Records supplied section start

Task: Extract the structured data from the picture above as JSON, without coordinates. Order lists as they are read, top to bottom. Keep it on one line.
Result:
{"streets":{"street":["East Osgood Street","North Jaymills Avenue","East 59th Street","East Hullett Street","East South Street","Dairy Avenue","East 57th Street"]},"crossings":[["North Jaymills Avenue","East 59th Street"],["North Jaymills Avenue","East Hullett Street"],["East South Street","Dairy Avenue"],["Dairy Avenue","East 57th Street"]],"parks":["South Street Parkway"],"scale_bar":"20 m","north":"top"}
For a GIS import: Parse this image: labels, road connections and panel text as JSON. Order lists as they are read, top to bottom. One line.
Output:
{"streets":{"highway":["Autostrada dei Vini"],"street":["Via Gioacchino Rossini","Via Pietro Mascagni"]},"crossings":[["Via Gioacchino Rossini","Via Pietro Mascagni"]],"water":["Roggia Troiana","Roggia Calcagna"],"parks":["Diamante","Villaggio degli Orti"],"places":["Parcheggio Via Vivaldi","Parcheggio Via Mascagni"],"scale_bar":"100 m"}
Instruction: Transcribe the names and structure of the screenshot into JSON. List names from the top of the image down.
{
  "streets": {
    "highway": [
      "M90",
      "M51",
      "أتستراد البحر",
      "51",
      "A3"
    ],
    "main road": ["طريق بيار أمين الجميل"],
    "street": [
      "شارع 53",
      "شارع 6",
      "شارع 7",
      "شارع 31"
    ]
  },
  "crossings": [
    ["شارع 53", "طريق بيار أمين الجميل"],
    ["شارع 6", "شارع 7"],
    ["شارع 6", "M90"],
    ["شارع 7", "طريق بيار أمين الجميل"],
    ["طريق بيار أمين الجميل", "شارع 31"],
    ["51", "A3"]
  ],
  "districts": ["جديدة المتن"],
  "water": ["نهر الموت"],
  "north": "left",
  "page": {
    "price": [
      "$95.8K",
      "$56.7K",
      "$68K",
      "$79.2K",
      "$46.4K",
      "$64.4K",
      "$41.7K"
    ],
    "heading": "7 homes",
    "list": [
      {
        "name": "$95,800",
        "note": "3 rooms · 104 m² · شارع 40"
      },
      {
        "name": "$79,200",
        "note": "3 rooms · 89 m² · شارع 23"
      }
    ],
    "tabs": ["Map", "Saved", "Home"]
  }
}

Records supplied section end

▶ Your task: The records above must be printed again in full, exactly as written.

▶ Result of this exercise:
Task: Extract the structured data from the picture above as JSON, without coordinates. Order lists as they are read, top to bottom. Keep it on one line.
Result:
{"streets":{"street":["East Osgood Street","North Jaymills Avenue","East 59th Street","East Hullett Street","East South Street","Dairy Avenue","East 57th Street"]},"crossings":[["North Jaymills Avenue","East 59th Street"],["North Jaymills Avenue","East Hullett Street"],["East South Street","Dairy Avenue"],["Dairy Avenue","East 57th Street"]],"parks":["South Street Parkway"],"scale_bar":"20 m","north":"top"}
For a GIS import: Parse this image: labels, road connections and panel text as JSON. Order lists as they are read, top to bottom. One line.
Output:
{"streets":{"highway":["Autostrada dei Vini"],"street":["Via Gioacchino Rossini","Via Pietro Mascagni"]},"crossings":[["Via Gioacchino Rossini","Via Pietro Mascagni"]],"water":["Roggia Troiana","Roggia Calcagna"],"parks":["Diamante","Villaggio degli Orti"],"places":["Parcheggio Via Vivaldi","Parcheggio Via Mascagni"],"scale_bar":"100 m"}
Instruction: Transcribe the names and structure of the screenshot into JSON. List names from the top of the image down.
{
  "streets": {
    "highway": [
      "M90",
      "M51",
      "أتستراد البحر",
      "51",
      "A3"
    ],
    "main road": ["طريق بيار أمين الجميل"],
    "street": [
      "شارع 53",
      "شارع 6",
      "شارع 7",
      "شارع 31"
    ]
  },
  "crossings": [
    ["شارع 53", "طريق بيار أمين الجميل"],
    ["شارع 6", "شارع 7"],
    ["شارع 6", "M90"],
    ["شارع 7", "طريق بيار أمين الجميل"],
    ["طريق بيار أمين الجميل", "شارع 31"],
    ["51", "A3"]
  ],
  "districts": ["جديدة المتن"],
  "water": ["نهر الموت"],
  "north": "left",
  "page": {
    "price": [
      "$95.8K",
      "$56.7K",
      "$68K",
      "$79.2K",
      "$46.4K",
      "$64.4K",
      "$41.7K"
    ],
    "heading": "7 homes",
    "list": [
      {
        "name": "$95,800",
        "note": "3 rooms · 104 m² · شارع 40"
      },
      {
        "name": "$79,200",
        "note": "3 rooms · 89 m² · شارع 23"
      }
    ],
    "tabs": ["Map", "Saved", "Home"]
  }
}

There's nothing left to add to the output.